Cats vs Dogs Classification (with 98.7% Accuracy) using CNN Keras – Deep Learning Project for Beginners

Free Keras course with real-time projects Start Now!!

Cats vs Dogs classification is a fundamental Deep Learning project for beginners. If you want to start your Deep Learning Journey with Python Keras, you must work on this elementary project.

In this Keras project, we will discover how to build and train a convolution neural network for classifying images of Cats and Dogs.

The Asirra (Dogs VS Cats) dataset:

The Asirra (animal species image recognition for restricting access) dataset was introduced in 2013 for a machine learning competition. The dataset includes 25,000 images with equal numbers of labels for cats and dogs.

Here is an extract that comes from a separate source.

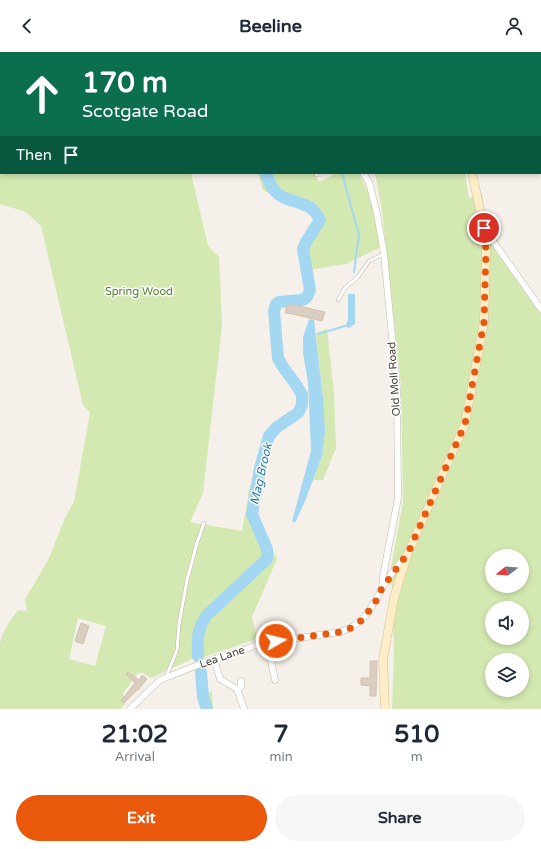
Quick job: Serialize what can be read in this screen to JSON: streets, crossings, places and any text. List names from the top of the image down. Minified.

Dataset: Cats and Dogs dataset

Deep Learning Project for Beginners – Cats and Dogs Classification

Cats Dogs Classification Deep Learning

Steps to build Cats vs Dogs classifier:

1. Import the libraries:

import numpy as np
import pandas as pd
from keras.preprocessing.image import ImageDataGenerator,load_img
from keras.utils import to_categorical
from sklearn.model_selection import train_test_split
import matplotlib.pyplot as plt
import random
import os

2. Define image properties:

Image_Width=128
Image_Height=128
Image_Size=(Image_Width,Image_Height)
Image_Channels=3

3. Prepare dataset for training model:

filenames=os.listdir("./dogs-vs-cats/train")

categories=[]
for f_name in filenames:
    category=f_name.split('.')[0]
    if category=='dog':
        categories.append(1)
    else:
        categories.append(0)

df=pd.DataFrame({
    'filename':filenames,
    'category':categories
})

4. Create the neural net model:

from keras.models import Sequential
from keras.layers import Conv2D,MaxPooling2D,\
     Dropout,Flatten,Dense,Activation,\
     BatchNormalization

model=Sequential()

model.add(Conv2D(32,(3,3),activation='relu',input_shape=(Image_Width,Image_Height,Image_Channels)))
model.add(BatchNormalization())
model.add(MaxPooling2D(pool_size=(2,2)))
model.add(Dropout(0.25))

model.add(Conv2D(64,(3,3),activation='relu'))
model.add(BatchNormalization())
model.add(MaxPooling2D(pool_size=(2,2)))
model.add(Dropout(0.25))

model.add(Conv2D(128,(3,3),activation='relu'))
model.add(BatchNormalization())
model.add(MaxPooling2D(pool_size=(2,2)))
model.add(Dropout(0.25))

model.add(Flatten())
model.add(Dense(512,activation='relu'))
model.add(BatchNormalization())
model.add(Dropout(0.5))
model.add(Dense(2,activation='softmax'))

model.compile(loss='categorical_crossentropy',
  optimizer='rmsprop',metrics=['accuracy'])

5. Analyzing model:

model.summary()

model summary

6. Define callbacks and learning rate:

from keras.callbacks import EarlyStopping, ReduceLROnPlateau
earlystop = EarlyStopping(patience = 10)
learning_rate_reduction = ReduceLROnPlateau(monitor = 'val_acc',patience = 2,verbose = 1,factor = 0.5,min_lr = 0.00001)
callbacks = [earlystop,learning_rate_reduction]

7. Manage data:

df["category"] = df["category"].replace({0:'cat',1:'dog'})
train_df,validate_df = train_test_split(df,test_size=0.20,
  random_state=42)

train_df = train_df.reset_index(drop=True)
validate_df = validate_df.reset_index(drop=True)

total_train=train_df.shape[0]
total_validate=validate_df.shape[0]
batch_size=15

8. Training and validation data generator:

train_datagen = ImageDataGenerator(rotation_range=15,
                                rescale=1./255,
                                shear_range=0.1,
                                zoom_range=0.2,
                                horizontal_flip=True,
                                width_shift_range=0.1,
                                height_shift_range=0.1
                                )

train_generator = train_datagen.flow_from_dataframe(train_df,
                                                 "./dogs-vs-cats/train/",x_col='filename',y_col='category',
                                                 target_size=Image_Size,
                                                 class_mode='categorical',
                                                 batch_size=batch_size)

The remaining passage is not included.